EXERCISE PROMPT → Search each line below for "names", then return the lines where it appears.
____ RECORDS FOR THIS TASK
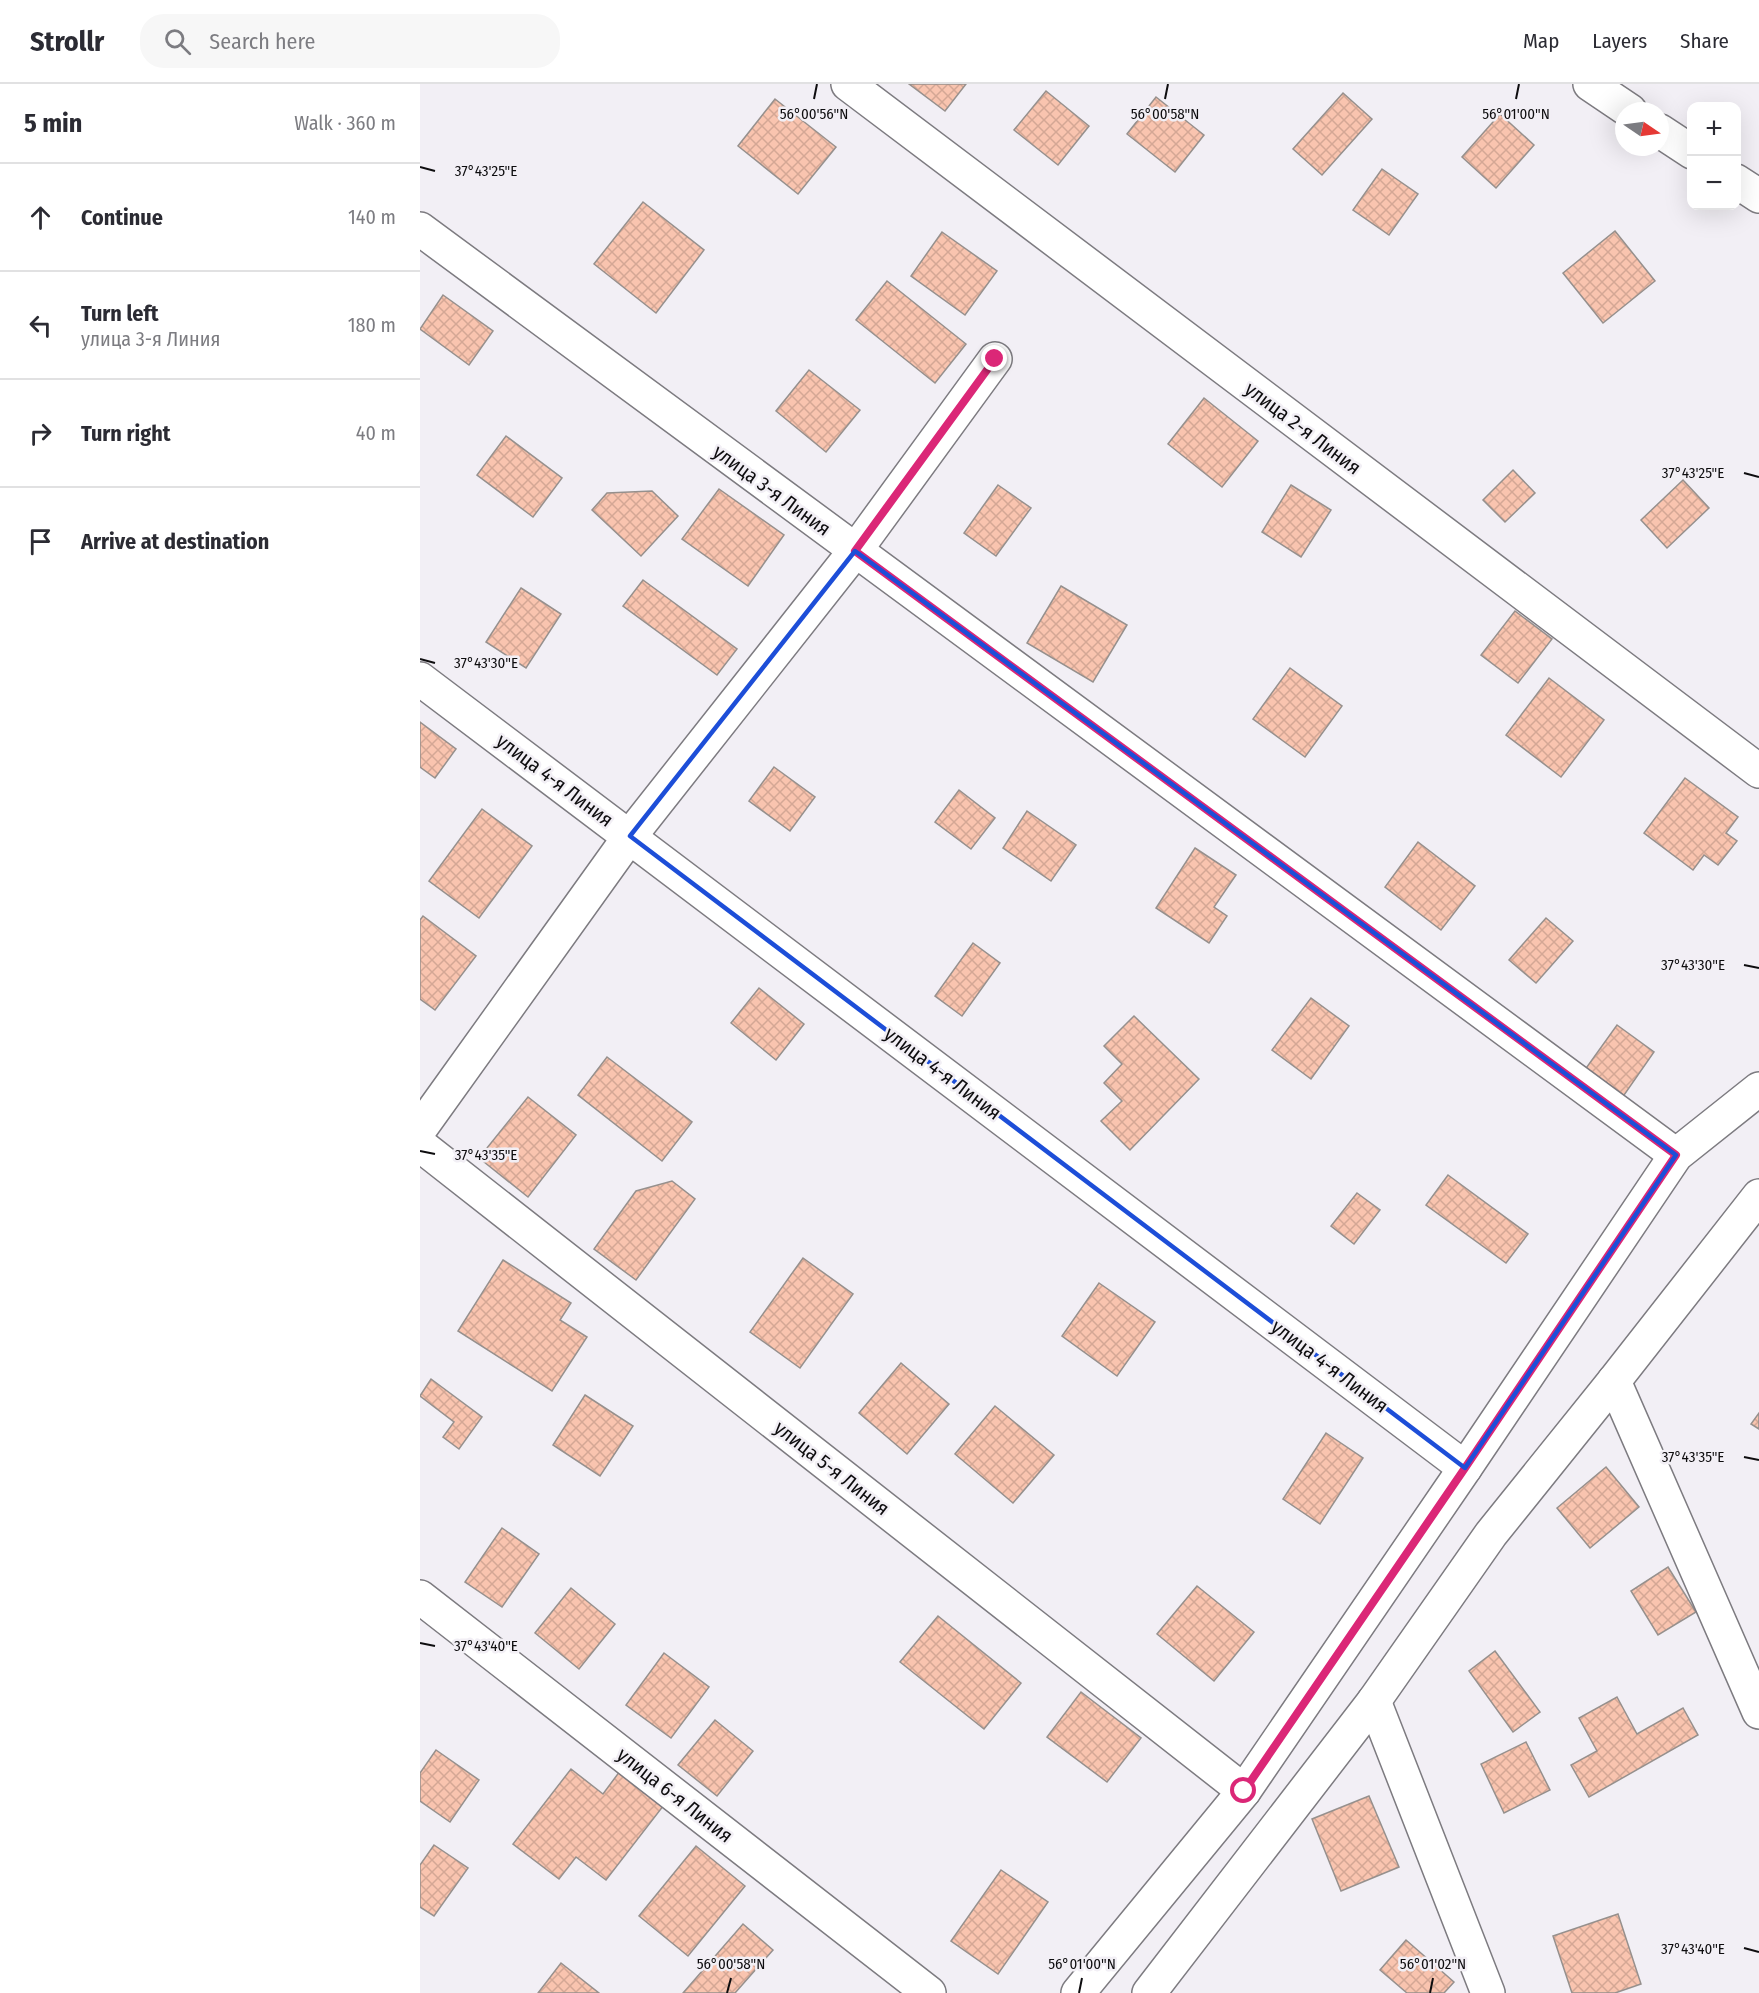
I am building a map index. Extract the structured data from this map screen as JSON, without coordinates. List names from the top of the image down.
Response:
{
  "streets": {
    "street": [
      "улица 2-я Линия",
      "улица 3-я Линия",
      "улица 4-я Линия",
      "улица 5-я Линия",
      "улица 6-я Линия"
    ]
  },
  "north": "right",
  "page": {
    "header": "Strollr",
    "search": "Search here",
    "nav": ["Map", "Layers", "Share"],
    "heading": ["5 min", "Walk · 360 m"],
    "map_buttons": ["+", "−"],
    "list": [
      ["Continue", "140 m"],
      ["Turn left", "улица 3-я Линия", "180 m"],
      ["Turn right", "40 m"],
      "Arrive at destination"
    ]
  },
  "coordinates": [
    "56°00'58\"N",
    "56°01'00\"N",
    "56°00'56\"N",
    "37°43'25\"E",
    "37°43'30\"E",
    "37°43'35\"E",
    "37°43'40\"E",
    "56°01'02\"N"
  ]
}
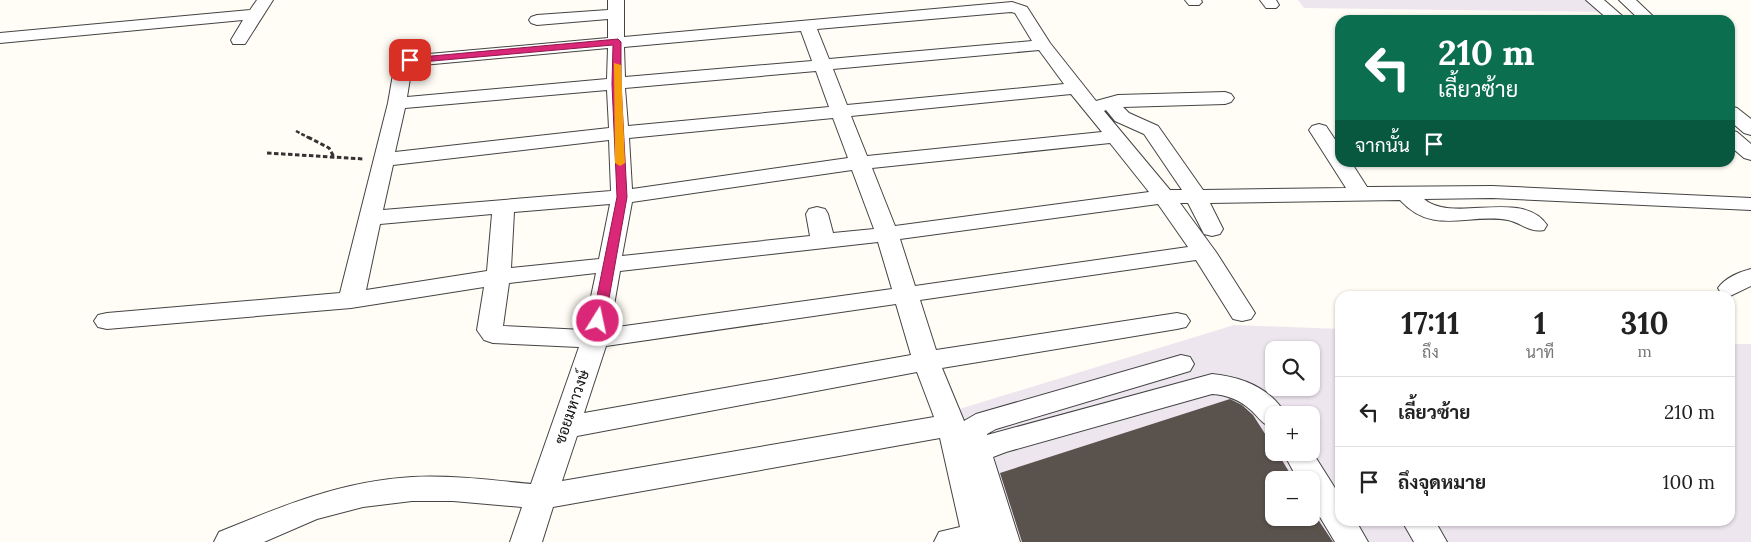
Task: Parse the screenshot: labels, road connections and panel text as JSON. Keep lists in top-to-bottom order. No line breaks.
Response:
{"streets":{"street":["ซอยมหาวงษ์"]},"page":{"turn":["210 m","เลี้ยวซ้าย"],"then":"จากนั้น","eta":["17:11","ถึง","1","นาที","310","m"],"map_buttons":["+","−"],"list":[{"name":"เลี้ยวซ้าย","value":"210 m"},{"name":"ถึงจุดหมาย","value":"100 m"}]}}
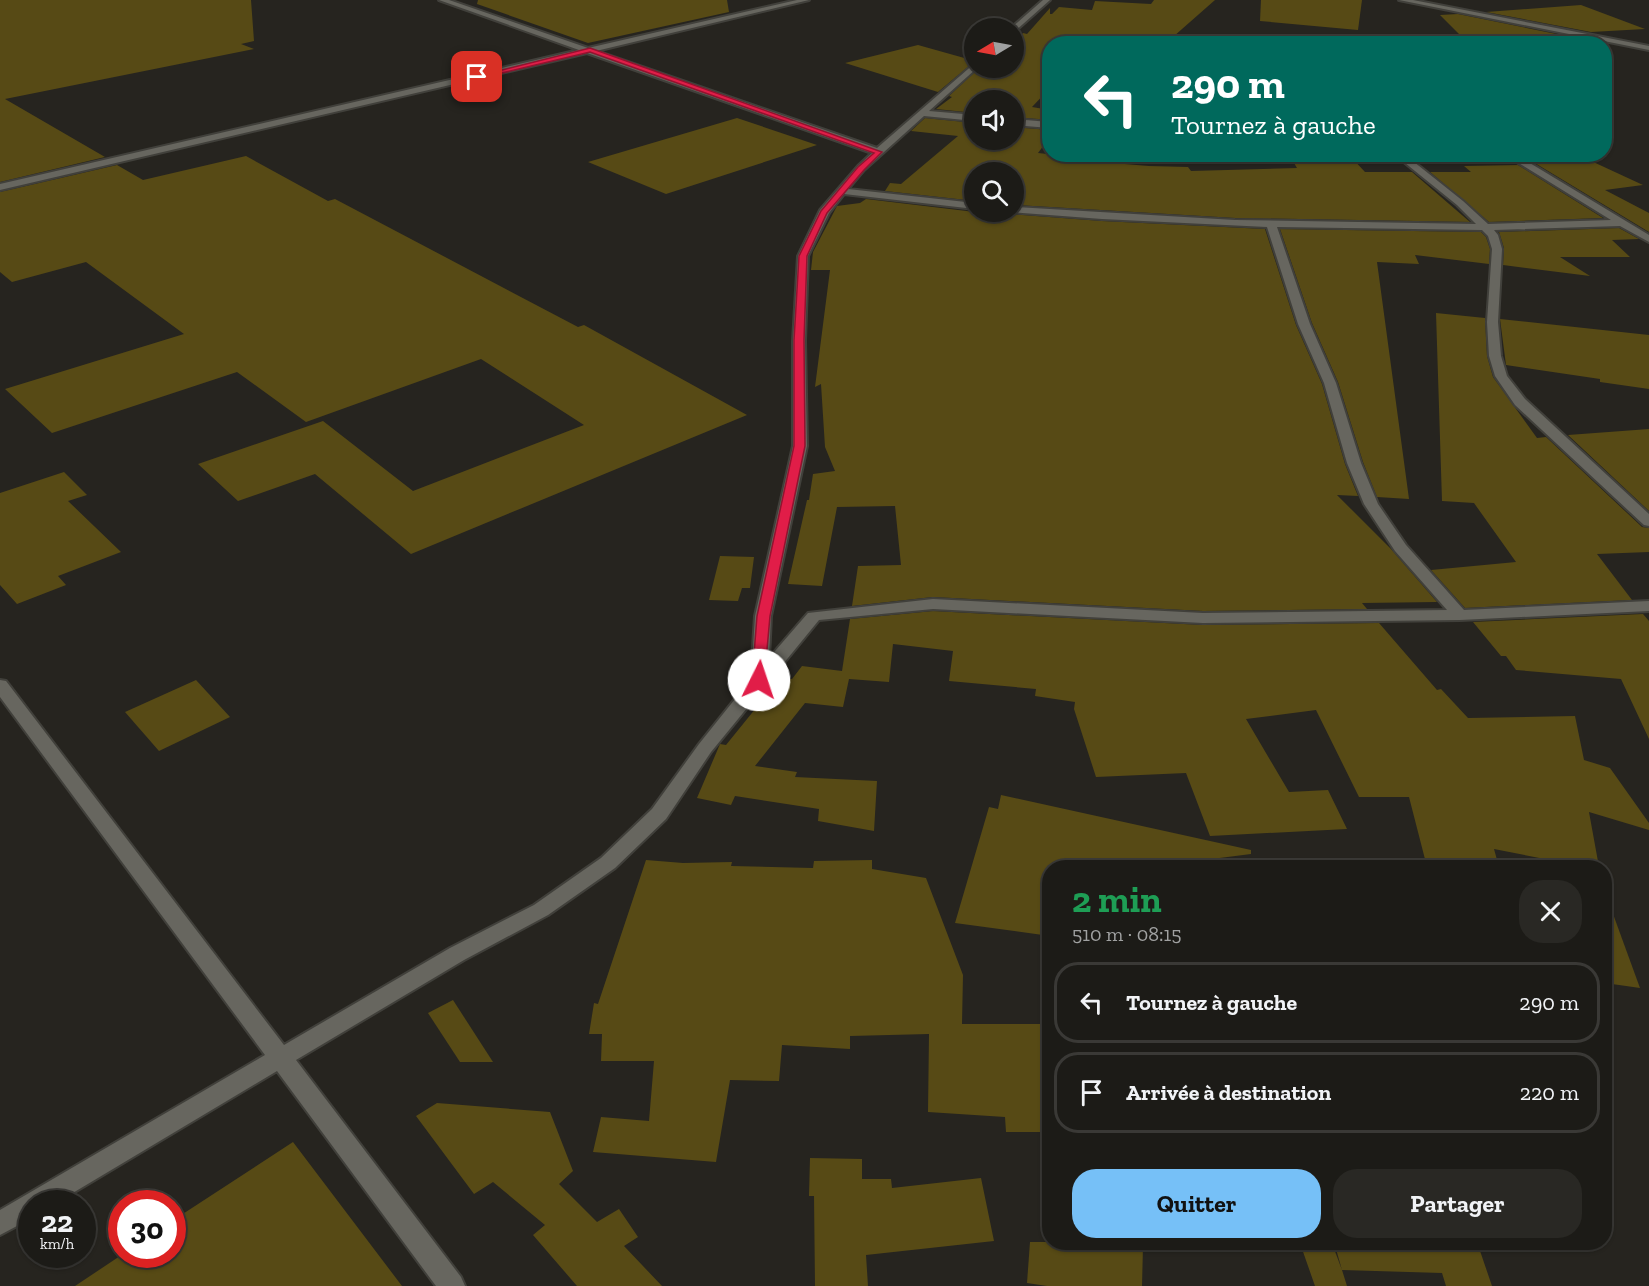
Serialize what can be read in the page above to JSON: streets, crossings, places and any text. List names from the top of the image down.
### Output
{
  "north": "left",
  "page": {
    "turn": ["290 m", "Tournez à gauche"],
    "heading": ["2 min", "510 m · 08:15"],
    "list": [
      {
        "name": "Tournez à gauche",
        "value": "290 m"
      },
      {
        "name": "Arrivée à destination",
        "value": "220 m"
      }
    ],
    "buttons": ["Quitter", "Partager"],
    "speed": "22 km/h",
    "limit": "30"
  }
}
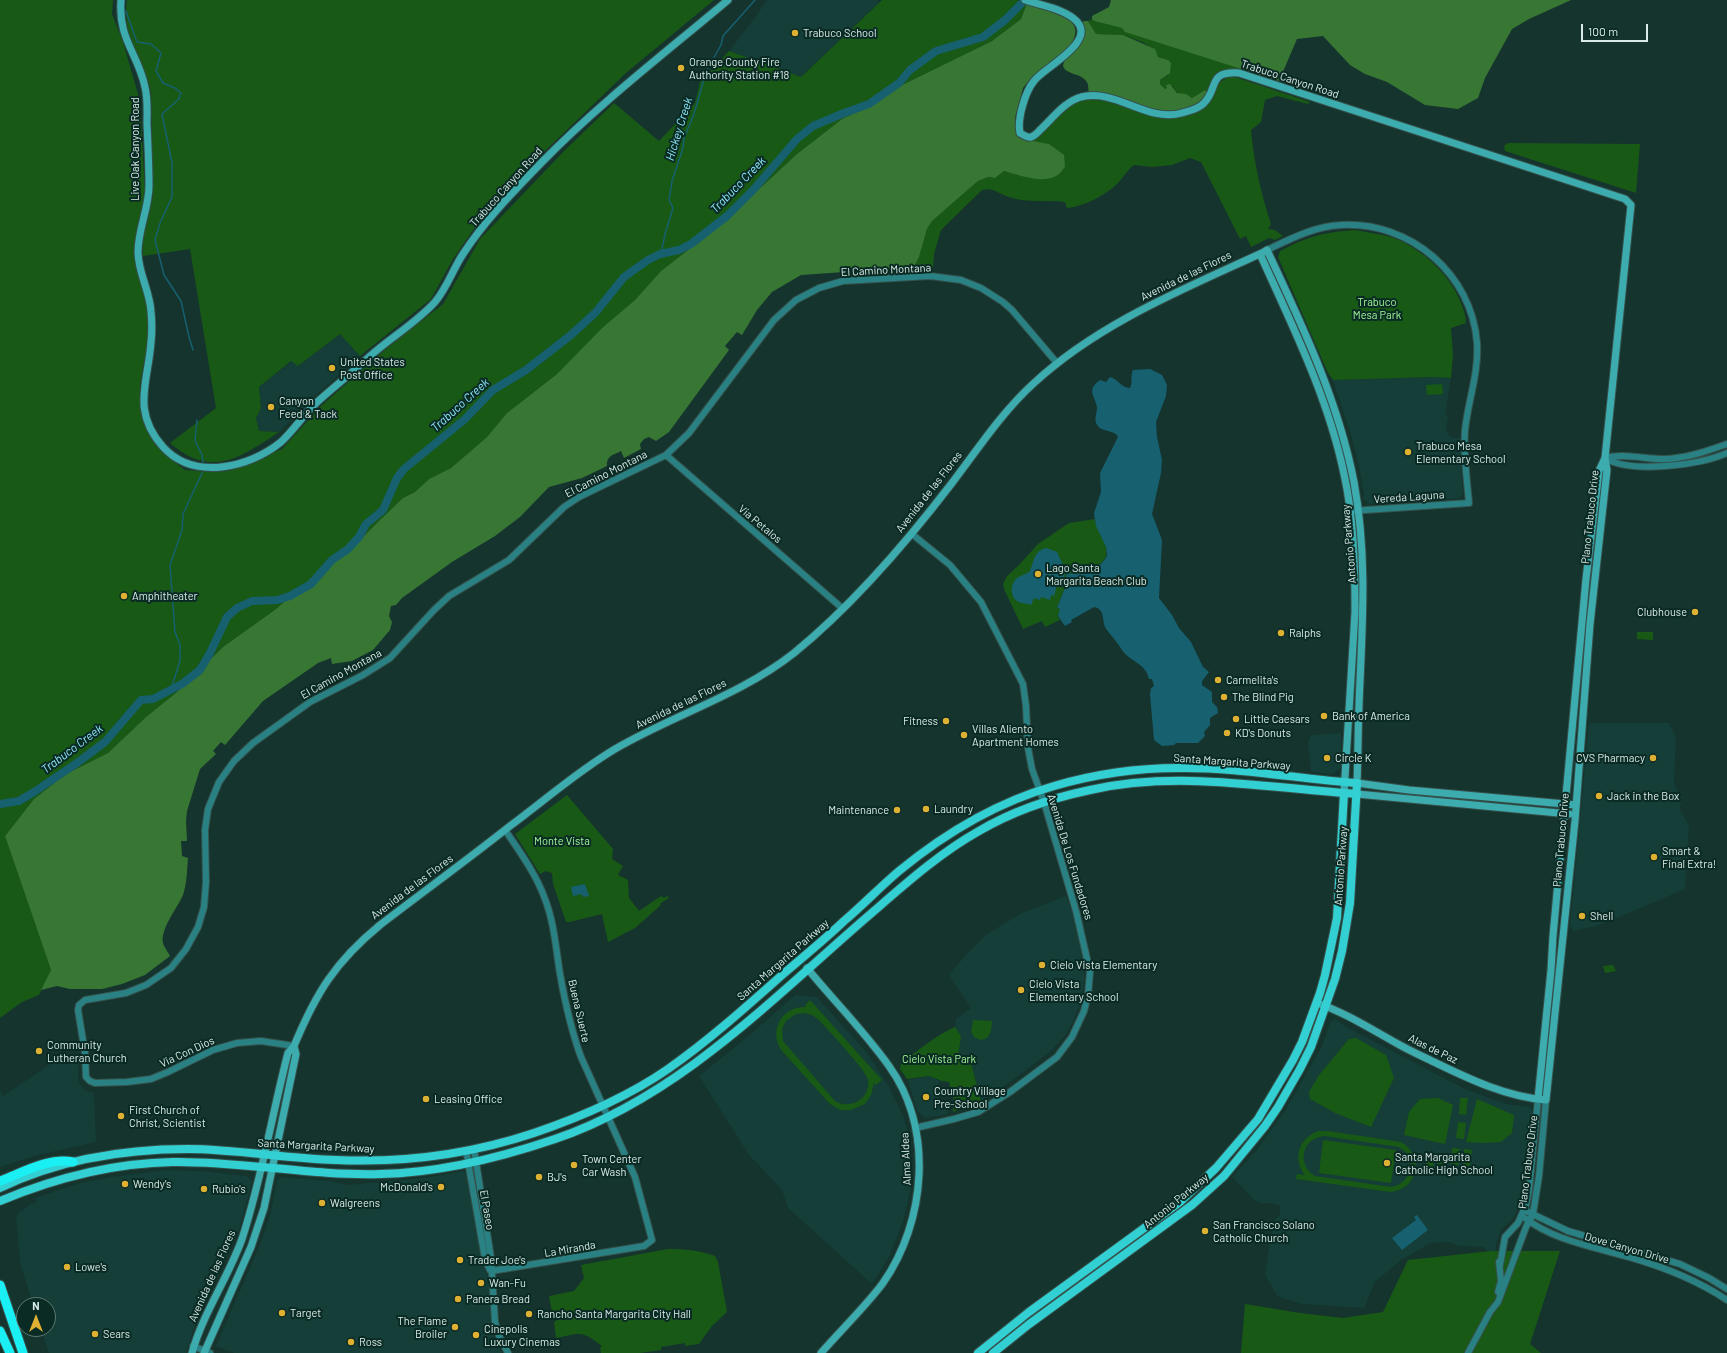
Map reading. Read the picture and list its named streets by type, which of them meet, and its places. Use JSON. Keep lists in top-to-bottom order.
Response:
________
YOUR RESPONSE →
I am building a map index. Extract the structured data from this map screen as JSON, without coordinates. List names from the top of the image down.
Serialize what can be read in the page above to JSON: streets, crossings, places and any text. List names from the top of the image down.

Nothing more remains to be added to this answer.